Creating Ripples in Their Community
Often, one person’s actions can spark change in the lives of a whole community. In the case of one of our very own teammates, Cheryl Cody, this action sparked the change needed for one of Chicago’s most vulnerable populations—the children.
Cheryl attended Villagewide four years ago, at which time she was touched by the impactful author and speaker Liz Murray, who spoke about her personal connection with childhood hunger and how an incredible program called Blessings in a Backpack is helping to fill a void left for underprivileged children—those children who receive breakfast and lunch programs during the week at school, but are often left hungry through the weekend because they lack resources at home. With support of the program, these children are given enough food each Friday to ward off that hunger.

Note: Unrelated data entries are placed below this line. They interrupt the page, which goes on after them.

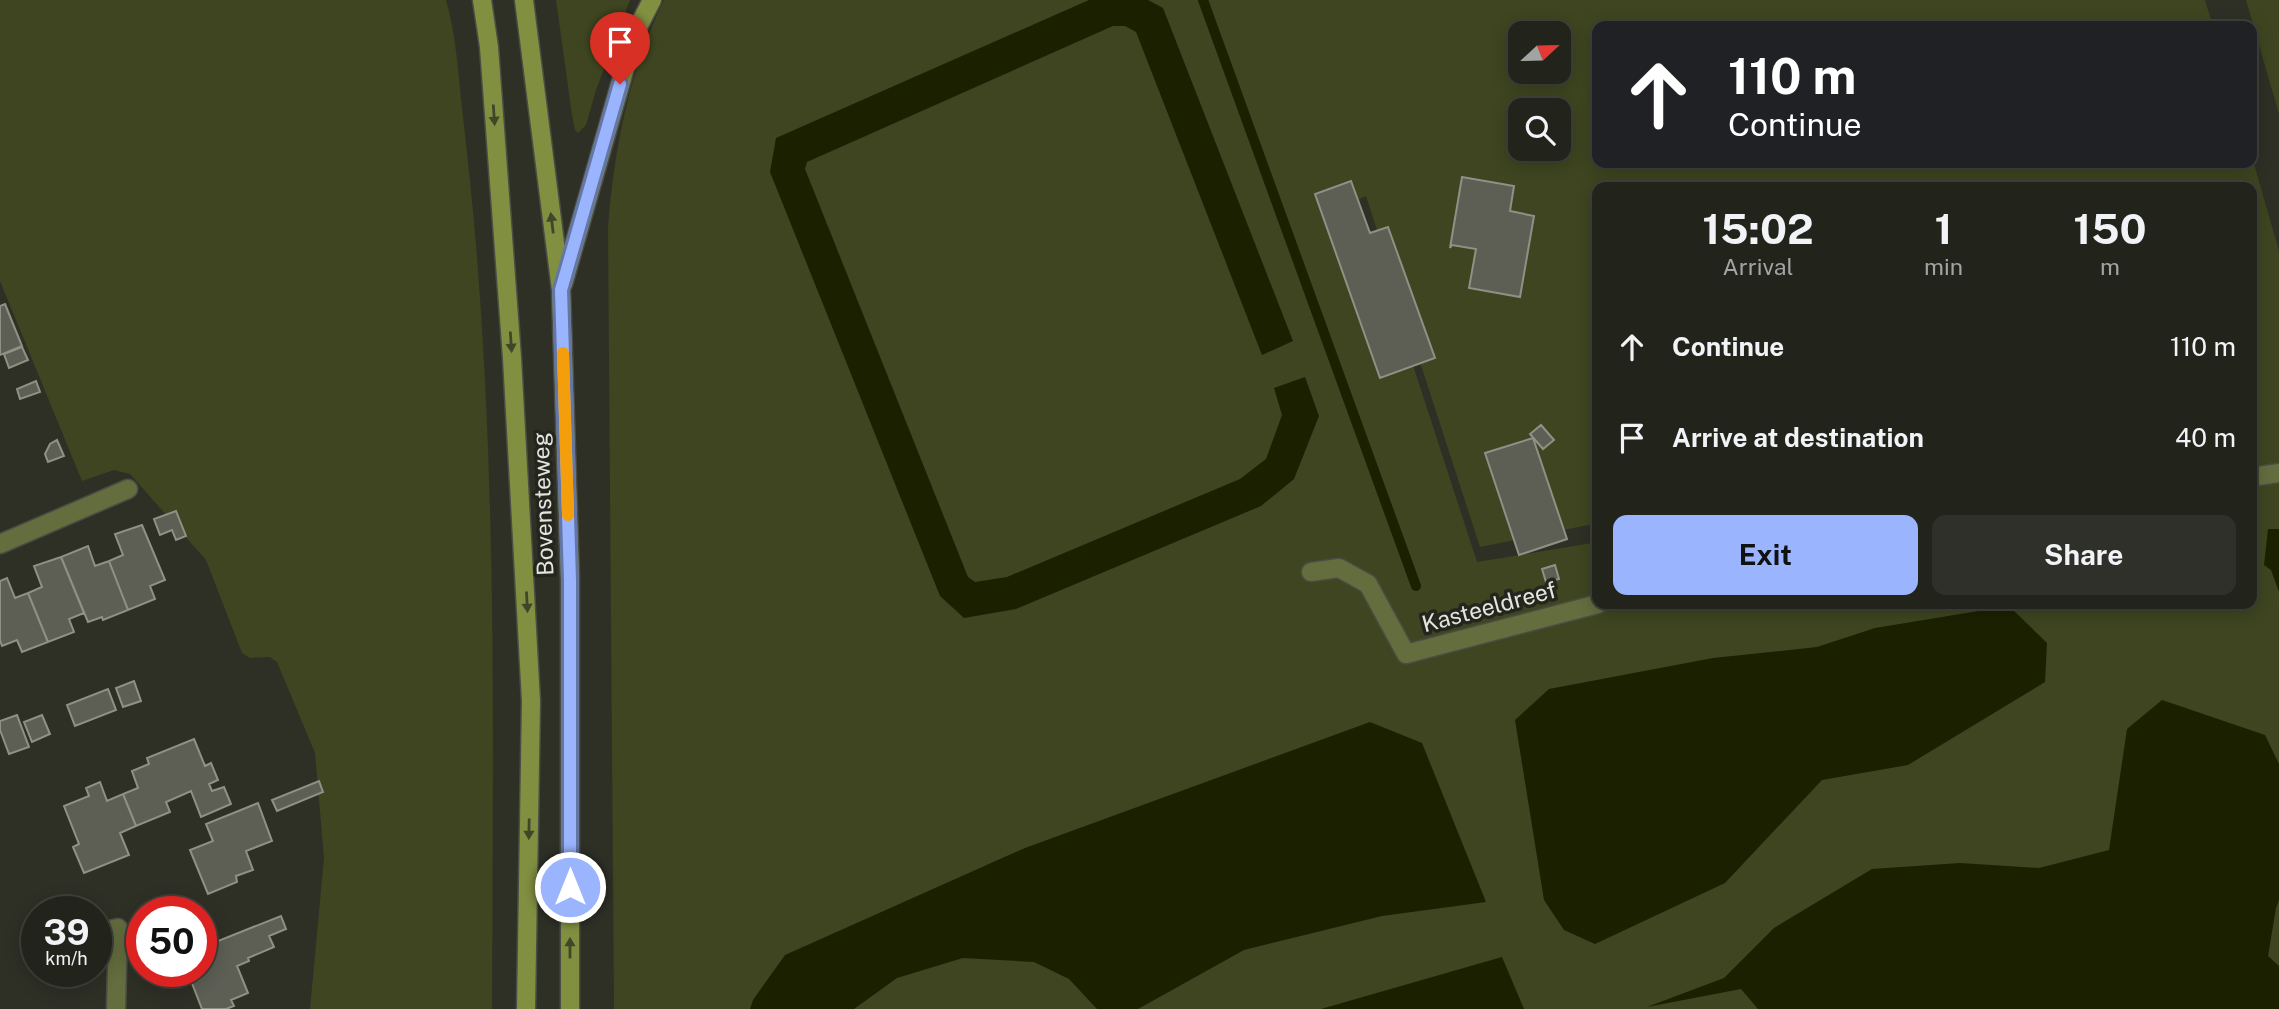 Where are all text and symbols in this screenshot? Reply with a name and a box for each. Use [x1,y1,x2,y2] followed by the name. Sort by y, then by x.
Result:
[590,12.0,650,84] pin
[1508,21,1572,84] north arrow
[1508,21,1571,161] map controls
[601,23,639,61] icon: arrive
[1728,47,1856,105] text: 110 m
[1613,49,1704,140] icon: ahead
[1508,98,1571,161] button: search
[489,104,500,126] one-way arrow
[1728,106,1862,143] text: Continue
[1702,204,1814,253] text: 15:02
[1935,204,1952,253] text: 1
[2073,204,2147,253] text: 150
[547,212,558,234] one-way arrow
[1722,253,1794,280] text: Arrival
[1924,253,1963,280] text: min
[2100,253,2120,280] text: m
[1613,328,1651,366] icon: ahead
[506,331,517,353] one-way arrow
[1672,331,1784,362] text: Continue
[2170,331,2236,362] text: 110 m
[1613,419,1651,457] icon: arrive
[1672,422,1924,453] text: Arrive at destination
[2175,422,2236,453] text: 40 m
[527,432,558,576] street label: Bovensteweg
[1613,515,1918,595] button: Exit
[1932,515,2236,595] button: Share
[1419,576,1559,637] street label: Kasteeldreef
[521,591,532,613] one-way arrow
[523,818,535,840] one-way arrow
[533,850,607,924] position arrow
[126,896,217,987] speed limit sign: 50
[43,912,90,953] text: 39
[564,937,576,959] one-way arrow
[45,948,88,969] text: km/h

After hearing about Blessings in Backpack, Cheryl contacted multiple Chicago schools already participating in the program and eventually narrowed her focus to one school most in need of assistance—Washington Elementary School.
With the help of Team Fusion, Cheryl organized an auction the following year, which ended up raising more than $10,000 from teammate-donated items.
“We were amazed by how much money we raised,” Cheryl said. “When we presented [the school] with the check they cried, the principal cried. It was an amazing reaction.”
Each year at the Fusion Directors meeting, two auctions (one silent and one live) are held to raise funds for the Blessings in a Backpack program at Washington Elementary School. Over the past four years—from Cheryl’s vision and through the generosity of the Fusion Directors, DVPs and special guests—the Fusion team has been able to donate more than $50,000, along with jackets, boots and non-perishables.
Cheryl’s efforts have not only made a vital impact on Blessings in a Backpack and Washington Elementary School, but her outpouring of altruism has spread to other teammates, as well as the community as a whole.
“I have never seen such generosity from my colleagues, and from other people that don’t even attend our meetings,” Cheryl said. “Everyone’s asking when they can help. So many people want to go to schools and work with kids. I believe, from listening to my colleagues, that they are doing more in their communities after being a part of this.”